2008 Compared to 2007
The synthetic fuel operation generated revenue of $1 million in 2008 and $352 million in 2007. Income from the Synthetic Fuel segment totaled $3 million, net of tax, in 2008, compared to a loss of $1 million in 2007. Income from the Synthetic Fuel segment of $3 million for 2008 primarily reflected the recognition in 2008 of additional tax credits as a result of the determination by the Secretary of the Treasury in 2008 of the Reference Price of a barrel of oil for 2007, partially offset by payments due to third parties based on the amount of additional tax credits.

SHARE-BASED COMPENSATION

Under our 2002 Comprehensive Stock and Cash Incentive Plan, we award: (1) stock options to purchase our Class A Common Stock ("Stock Option Program"); (2) stock appreciation rights ("SARs"); (3) restricted stock units of our Class A Common Stock; and (4) deferred stock units. We grant awards at exercise prices or strike prices that are equal to the market price of our Class A Common Stock on the date of grant.

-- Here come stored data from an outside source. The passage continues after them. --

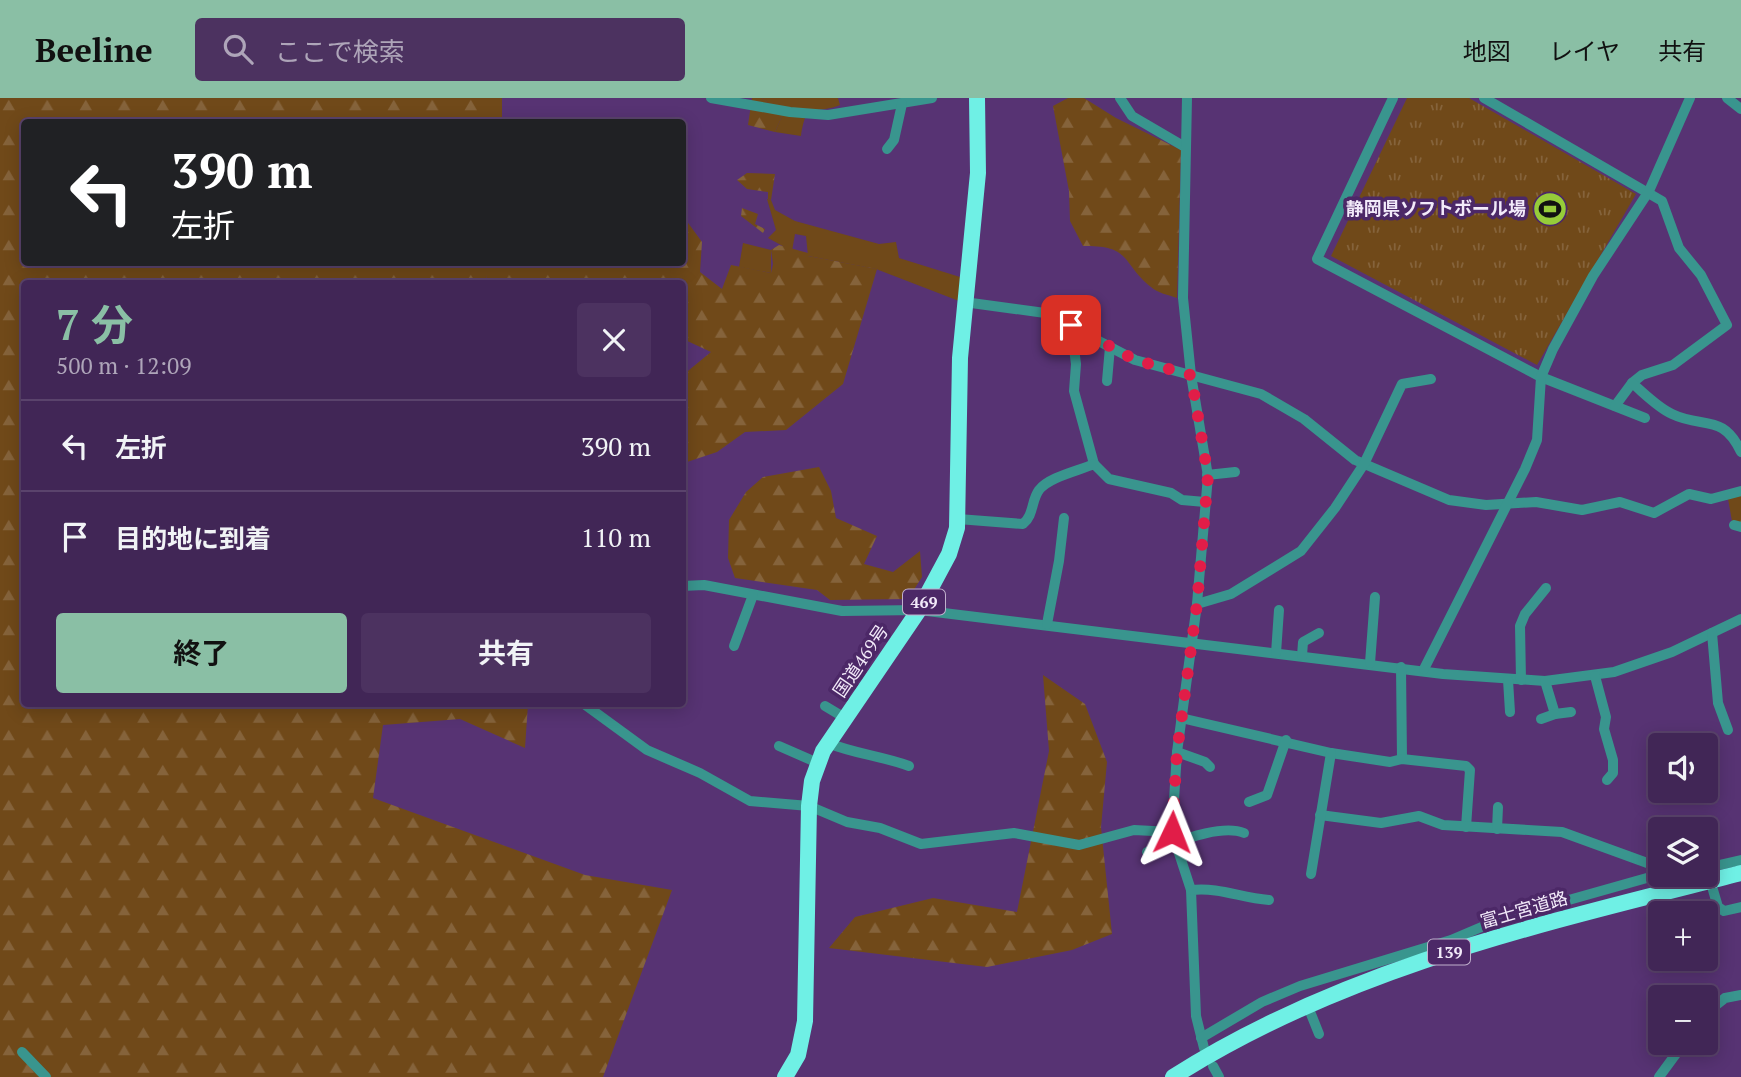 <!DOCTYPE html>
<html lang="ja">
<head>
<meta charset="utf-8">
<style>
	:root { --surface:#412656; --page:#4c3260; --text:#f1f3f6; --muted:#aea5b9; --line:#5a436c; --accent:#8abfa5 }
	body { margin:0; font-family:"PT Serif","Noto Sans JP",serif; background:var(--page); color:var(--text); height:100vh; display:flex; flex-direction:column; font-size:26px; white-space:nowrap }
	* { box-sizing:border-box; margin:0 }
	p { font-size:23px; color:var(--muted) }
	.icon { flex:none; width:38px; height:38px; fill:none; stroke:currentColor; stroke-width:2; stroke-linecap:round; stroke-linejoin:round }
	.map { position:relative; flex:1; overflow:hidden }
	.sheet { position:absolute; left:21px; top:182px; width:665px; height:427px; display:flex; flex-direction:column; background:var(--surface); border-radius:7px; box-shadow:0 4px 18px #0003,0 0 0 2px var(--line) }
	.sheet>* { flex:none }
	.guide { position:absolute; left:21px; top:21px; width:665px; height:147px; border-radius:7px; box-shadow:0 4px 18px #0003,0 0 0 2px var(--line); background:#202124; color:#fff; overflow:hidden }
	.tools { position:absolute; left:1648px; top:635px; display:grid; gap:14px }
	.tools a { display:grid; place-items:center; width:70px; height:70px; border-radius:7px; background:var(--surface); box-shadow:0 4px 18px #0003,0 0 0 2px var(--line); font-size:35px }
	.pin { position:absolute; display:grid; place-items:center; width:60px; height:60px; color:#fff; margin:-30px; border-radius:14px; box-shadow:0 4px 10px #0006 }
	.me { position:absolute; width:77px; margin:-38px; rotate:2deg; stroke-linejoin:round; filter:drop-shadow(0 0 5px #0008) }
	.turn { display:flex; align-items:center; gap:24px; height:147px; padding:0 35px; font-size:32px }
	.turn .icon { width:91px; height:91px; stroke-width:2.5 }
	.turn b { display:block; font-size:49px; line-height:60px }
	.round { display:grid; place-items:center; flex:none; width:74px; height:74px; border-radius:7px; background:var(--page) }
	.head { display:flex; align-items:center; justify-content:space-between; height:119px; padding:0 35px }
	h1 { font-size:42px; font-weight:700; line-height:52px; color:var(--accent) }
	.cta { display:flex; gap:14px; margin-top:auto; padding:14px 35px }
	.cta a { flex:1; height:80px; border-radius:7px; background:var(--accent); color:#111; font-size:28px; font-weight:700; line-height:80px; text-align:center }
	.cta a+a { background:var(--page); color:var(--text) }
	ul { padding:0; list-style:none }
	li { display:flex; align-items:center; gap:21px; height:91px; padding:0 35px; border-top:2px solid var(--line) }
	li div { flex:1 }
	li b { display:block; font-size:26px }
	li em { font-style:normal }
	header { display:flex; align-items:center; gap:42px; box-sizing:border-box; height:98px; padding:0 35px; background:var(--accent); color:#111 }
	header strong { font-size:33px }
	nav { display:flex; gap:38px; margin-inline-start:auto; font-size:24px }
	.search { width:490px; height:63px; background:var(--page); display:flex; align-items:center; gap:18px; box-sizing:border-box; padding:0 24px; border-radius:7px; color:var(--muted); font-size:26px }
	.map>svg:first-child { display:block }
	.grass { fill:#704919 }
	.forest { fill:url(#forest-firs) }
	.park { fill:url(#park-tufts) }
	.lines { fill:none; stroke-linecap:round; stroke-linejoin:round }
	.minor { stroke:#39958e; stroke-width:10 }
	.highway { stroke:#6ff0e5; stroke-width:16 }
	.route { stroke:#e11d48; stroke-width:12; stroke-dasharray:0 21.6 }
	.labels { text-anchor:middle; stroke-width:7; stroke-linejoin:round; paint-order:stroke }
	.shield { fill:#4c2867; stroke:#c0b0cd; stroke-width:2 }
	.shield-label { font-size:16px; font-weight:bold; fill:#f2eaf9 }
	.poi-label { font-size:18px; font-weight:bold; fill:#f2eaf9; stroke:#4c2867; text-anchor:end }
	.street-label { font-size:18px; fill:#f2eaf9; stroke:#4c2867 }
</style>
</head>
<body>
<header>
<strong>Beeline</strong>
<div class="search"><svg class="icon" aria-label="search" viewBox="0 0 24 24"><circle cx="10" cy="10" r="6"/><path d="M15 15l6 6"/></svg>ここで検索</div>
<nav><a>地図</a><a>レイヤ</a><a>共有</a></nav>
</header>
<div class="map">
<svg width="1741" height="979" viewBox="0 0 1741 979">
	<defs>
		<pattern id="forest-firs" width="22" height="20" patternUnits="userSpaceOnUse" patternTransform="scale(1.75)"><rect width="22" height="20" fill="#704919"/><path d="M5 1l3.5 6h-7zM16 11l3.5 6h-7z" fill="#85633b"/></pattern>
		<pattern id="park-tufts" width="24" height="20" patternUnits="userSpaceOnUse" patternTransform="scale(1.75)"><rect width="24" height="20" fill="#704919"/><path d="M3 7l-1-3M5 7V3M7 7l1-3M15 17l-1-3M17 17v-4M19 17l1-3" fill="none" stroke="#85633b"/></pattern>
	</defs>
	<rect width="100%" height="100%" fill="#573373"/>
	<g class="grass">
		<path d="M 762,0 L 838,0 L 840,7 C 813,18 807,0 801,38 L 775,34 L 783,16 Z"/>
		<path d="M 767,101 L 771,102 L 775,112 L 795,123 L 879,146 L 896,144 L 899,160 L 960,179 L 959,203 L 876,171 L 808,158 L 806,138 L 795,136 L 792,153 L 768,140 L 776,132 Z"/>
		<path d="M 743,145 L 771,152 L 771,175 L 739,169 Z"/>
	</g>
	<g class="forest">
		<path d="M 0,0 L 502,0 L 502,24 L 24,24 L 24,164 L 682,164 L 683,118 L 702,144 L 700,174 L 722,191 L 731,167 L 771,175 L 773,166 L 771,152 L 779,147 L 808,155 L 808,158 L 877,171 L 843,286 L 786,332 L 745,334 L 717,354 L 684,365 L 683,369 L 683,277 L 711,254 L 683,241 L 682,186 L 486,185 L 487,177 L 485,186 L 24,186 L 24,606 L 528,606 L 525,650 L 460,621 L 383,627 L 373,700 L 585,777 L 672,792 L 603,979 L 0,979 Z"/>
		<path d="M 752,0 L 762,0 L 783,16 L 775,34 L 748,27 Z"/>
		<path d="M 1068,0 L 1084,0 L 1116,20 L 1181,52 L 1177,200 C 1169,197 1157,195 1151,189 C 1121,165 1132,147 1083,148 L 1070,123 L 1069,93 L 1053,8 Z"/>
		<path d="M 747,75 L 775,76 L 771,102 L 768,101 L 768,94 L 747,91 L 737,82 Z"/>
		<path d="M 742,110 L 758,116 L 755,126 L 765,131 L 763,135 L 741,118 Z"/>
		<path d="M 819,369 L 831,393 L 836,420 L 877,438 L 864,466 L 893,474 L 920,453 L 922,479 L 908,501 L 830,502 L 817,492 L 735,480 L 728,460 L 729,422 L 746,394 L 763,379 Z"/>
		<path d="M 1741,397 L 1741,426 L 1732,423 L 1728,401 Z"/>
		<path d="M 1043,577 L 1085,606 L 1107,664 L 1101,729 L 1112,836 L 1072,852 L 987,869 L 829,850 L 855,819 L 933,800 L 1017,814 L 1049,653 Z"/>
	</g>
	<path class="park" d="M 1407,0 L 1469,0 L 1636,96 L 1537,267 L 1331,158 Z"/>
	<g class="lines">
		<g class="minor">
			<path d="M 711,0 L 790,14 L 828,17 L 932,0"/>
			<path d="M 1120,0 L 1132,18 L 1185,49"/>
			<path d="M 1187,0 L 1183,200 L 1191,277 L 1208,378 L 1197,506 L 1177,654 L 1172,734 L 1191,792 L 1196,918 L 1204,950"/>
			<path d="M 1393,0 L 1317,161 L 1541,279 L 1645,320"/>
			<path d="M 1484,0 L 1662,103 L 1679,150 L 1701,177 L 1727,227 L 1673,267 L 1642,277 L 1632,285 L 1615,308"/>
			<path d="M 1727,0 L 1741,11"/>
			<path d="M 887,51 L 894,42 L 902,6"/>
			<path d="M 964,204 L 1045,215 L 1135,262 L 1261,296 L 1304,321 L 1355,362 L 1449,402 L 1486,407 L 1536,404 L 1582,412 L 1620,404 L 1654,415 L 1689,396 L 1711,401 L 1741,393"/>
			<path d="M 1071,227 L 1076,266 L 1074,293 L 1094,366"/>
			<path d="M 1107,283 L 1110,249"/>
			<path d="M 1632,285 C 1644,295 1657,309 1672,316 C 1703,331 1723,315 1741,354"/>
			<path d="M 1207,377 L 1235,374"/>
			<path d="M 958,421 L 1023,426 C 1034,417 1031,403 1039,392 C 1049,379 1078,373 1094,366 L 1109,381 L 1171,395 L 1182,402 L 1205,404"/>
			<path d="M 1734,427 L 1741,429"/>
			<path d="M 682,488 L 704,487 L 842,513 L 919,512 L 1443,576 L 1545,583 L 1614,574 L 1672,554 L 1741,521"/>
			<path d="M 1197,506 L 1231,496 L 1301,453 L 1335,410 L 1364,366 L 1402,286 L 1431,281"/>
			<path d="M 1047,526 L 1059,463 L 1064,420"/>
			<path d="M 1712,535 L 1718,605 L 1728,632"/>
			<path d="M 734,548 L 753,497"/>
			<path d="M 1276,555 L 1279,512"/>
			<path d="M 1302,558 L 1303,544 L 1319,535"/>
			<path d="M 1370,565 L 1375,499"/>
			<path d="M 1401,569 L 1402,661"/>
			<path d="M 1424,571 L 1525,371 L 1537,342 L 1541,279 L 1553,251 L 1593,178 L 1649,93 L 1690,0"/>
			<path d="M 1595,578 L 1606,619 L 1604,631 L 1613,662 L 1613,675 L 1607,682"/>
			<path d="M 1508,582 L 1510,614"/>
			<path d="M 1521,582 L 1520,528 L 1525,516 L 1546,490"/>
			<path d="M 1545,583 L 1555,616 L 1571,614"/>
			<path d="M 584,606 L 647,652 L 700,675 L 750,703 L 809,708 L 847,724 L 880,730 L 921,746 L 1014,735 L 1079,747 L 1134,732 L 1172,734"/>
			<path d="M 825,608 L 845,620"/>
			<path d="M 1181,620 L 1331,655 L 1390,664 L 1402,661 L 1466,668 L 1470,672 L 1466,729"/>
			<path d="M 1541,621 L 1555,616"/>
			<path d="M 828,645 C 855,656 882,658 909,668"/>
			<path d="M 779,648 L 818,665"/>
			<path d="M 1177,654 L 1205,664 L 1210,669"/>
			<path d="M 1249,704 L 1267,697 L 1286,642"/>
			<path d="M 1320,717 L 1381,725 L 1419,718 L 1443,727 L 1562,734 L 1661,770"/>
			<path d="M 1497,731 L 1498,709"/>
			<path d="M 1147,754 C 1172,746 1220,725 1244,735"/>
			<path d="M 1706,770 L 1741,762"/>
			<path d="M 1311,776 L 1331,655"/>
			<path d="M 1191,792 C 1221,789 1240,800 1269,802"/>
			<path d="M 1713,792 L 1718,809 L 1724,813 L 1741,809"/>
			<path d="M 1309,911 L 1319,936"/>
			<path d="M 1706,915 L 1725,900 L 1741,897"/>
			<path d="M 1201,940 L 1262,904 L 1300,888 L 1451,842 L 1498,822 L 1661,776"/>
			<path d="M 22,954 L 46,979"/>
			<path d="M 1213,968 L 1219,979"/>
			<path d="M 1659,979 L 1684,945"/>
		</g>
		<g class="highway">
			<path d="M 785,979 L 798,957 L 805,923 L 809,708 L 812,683 L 823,653 L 919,512 L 949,456 L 957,430 L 960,260 L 978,75 L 977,0"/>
			<path d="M 1173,979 C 1346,869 1545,825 1741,775"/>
		</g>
	</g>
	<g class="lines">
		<path class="route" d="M 1071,227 L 1135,262 L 1191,277 L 1208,378 L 1197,506 L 1177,654 L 1172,734"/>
	</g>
	<defs>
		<g id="stadium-disc" transform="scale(1.75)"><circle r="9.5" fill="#96cc3a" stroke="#4c2867"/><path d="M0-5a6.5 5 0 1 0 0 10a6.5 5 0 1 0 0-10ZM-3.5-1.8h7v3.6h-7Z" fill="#111"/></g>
	</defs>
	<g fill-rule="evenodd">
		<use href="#stadium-disc" x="1550" y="111"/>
	</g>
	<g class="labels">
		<g class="shield">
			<rect x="903" y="491.5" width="42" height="25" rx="5"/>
			<rect x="1428" y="841.5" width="42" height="25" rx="5"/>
		</g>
		<g class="shield-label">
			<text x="924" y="510">469</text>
			<text x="1449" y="860">139</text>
		</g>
		<g class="poi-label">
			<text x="1526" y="117">静岡県ソフトボール場</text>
		</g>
		<g class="street-label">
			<text transform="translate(861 563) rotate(-56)" y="6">国道469号</text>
			<text transform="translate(1524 812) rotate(-16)" y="6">富士宮道路</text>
		</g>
	</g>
</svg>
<div class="tools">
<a><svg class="icon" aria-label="sound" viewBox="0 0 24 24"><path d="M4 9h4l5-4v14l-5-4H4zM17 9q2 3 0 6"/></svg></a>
<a><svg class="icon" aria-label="layers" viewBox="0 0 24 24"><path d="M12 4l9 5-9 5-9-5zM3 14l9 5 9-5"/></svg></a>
<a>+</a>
<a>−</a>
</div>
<div class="pin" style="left:1071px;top:227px;background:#d93025"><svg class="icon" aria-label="arrive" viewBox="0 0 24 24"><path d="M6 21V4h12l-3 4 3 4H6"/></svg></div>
<svg class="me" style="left:1172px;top:734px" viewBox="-20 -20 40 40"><path d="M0-17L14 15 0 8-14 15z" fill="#e11d48" stroke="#fff" stroke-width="4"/></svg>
<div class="guide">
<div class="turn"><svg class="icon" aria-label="left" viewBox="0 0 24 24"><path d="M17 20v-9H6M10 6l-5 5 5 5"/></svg><div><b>390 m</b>左折</div></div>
</div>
<section class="sheet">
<div class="head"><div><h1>7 分</h1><p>500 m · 12:09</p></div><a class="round"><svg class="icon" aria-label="close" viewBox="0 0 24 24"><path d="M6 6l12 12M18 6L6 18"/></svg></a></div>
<ul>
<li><svg class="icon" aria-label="left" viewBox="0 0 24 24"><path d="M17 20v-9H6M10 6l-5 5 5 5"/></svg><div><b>左折</b></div><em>390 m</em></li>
<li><svg class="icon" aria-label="arrive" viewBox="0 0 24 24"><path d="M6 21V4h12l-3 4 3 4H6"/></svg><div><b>目的地に到着</b></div><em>110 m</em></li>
</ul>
<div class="cta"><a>終了</a><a>共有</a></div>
</section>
</div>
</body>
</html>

During 2009, we granted 0.8 million restricted stock units and 0.5 million Employee SARs, 5,600 Non-employee SARs, and 39,000 deferred stock units. See Footnote No. 4, "Share-Based Compensation," later in this report for additional information.

NEW ACCOUNTING STANDARDS

See Footnote No. 1, "Summary of Significant Accounting Policies," for information on both (1) our adoption of new accounting standards in 2009, none of which had a material impact on our financial statements and (2) our first quarter of 2010 adoption of the following recently issued accounting standards and the estimated initial impact of those adoptions on our financial statements: Financial Accounting Standards ("FAS") No. 166, "Accounting for Transfers of Financial Assets-an amendment of Financial Accounting Standards Board ("FASB") Statement No. 140," or Accounting Standards Update No. 2009-16, "Transfers and Servicing (Topic 860): Accounting for Transfers of Financial Assets," and FAS No. 167, "Amendments to FASB Interpretation No. 46(R)," or Accounting Standards Update No. 2009-17, "Consolidations (Topic 810): Improvements to Financial Reporting by Enterprises Involved with Variable Interest Entities." The impact of adopting these recently issued accounting standards could, in subsequent periods, also prevent us from meeting the derecognition criteria of ASC 860, and, accordingly, prevent us from achieving sale accounting for future securitization transactions because the underlying securitization vehicles may require consolidation.

We estimate that if we had adopted the aforementioned new accounting standards as of the first day of our 2009 fiscal year, we would have reported an increase in income from continuing operations before income taxes for fiscal-year 2009 of approximately $18 million, primarily attributable to the difference between the increased amount of interest income from notes held (net of interest expense to third party debt holders) and the previously recorded accretion income attributed to residual interests for our past securitization transactions. After we adopt these new accounting standards, we will recognize higher amounts of interest income from notes held and interest expense, and we will no longer recognize gains from the sales of our timeshare notes.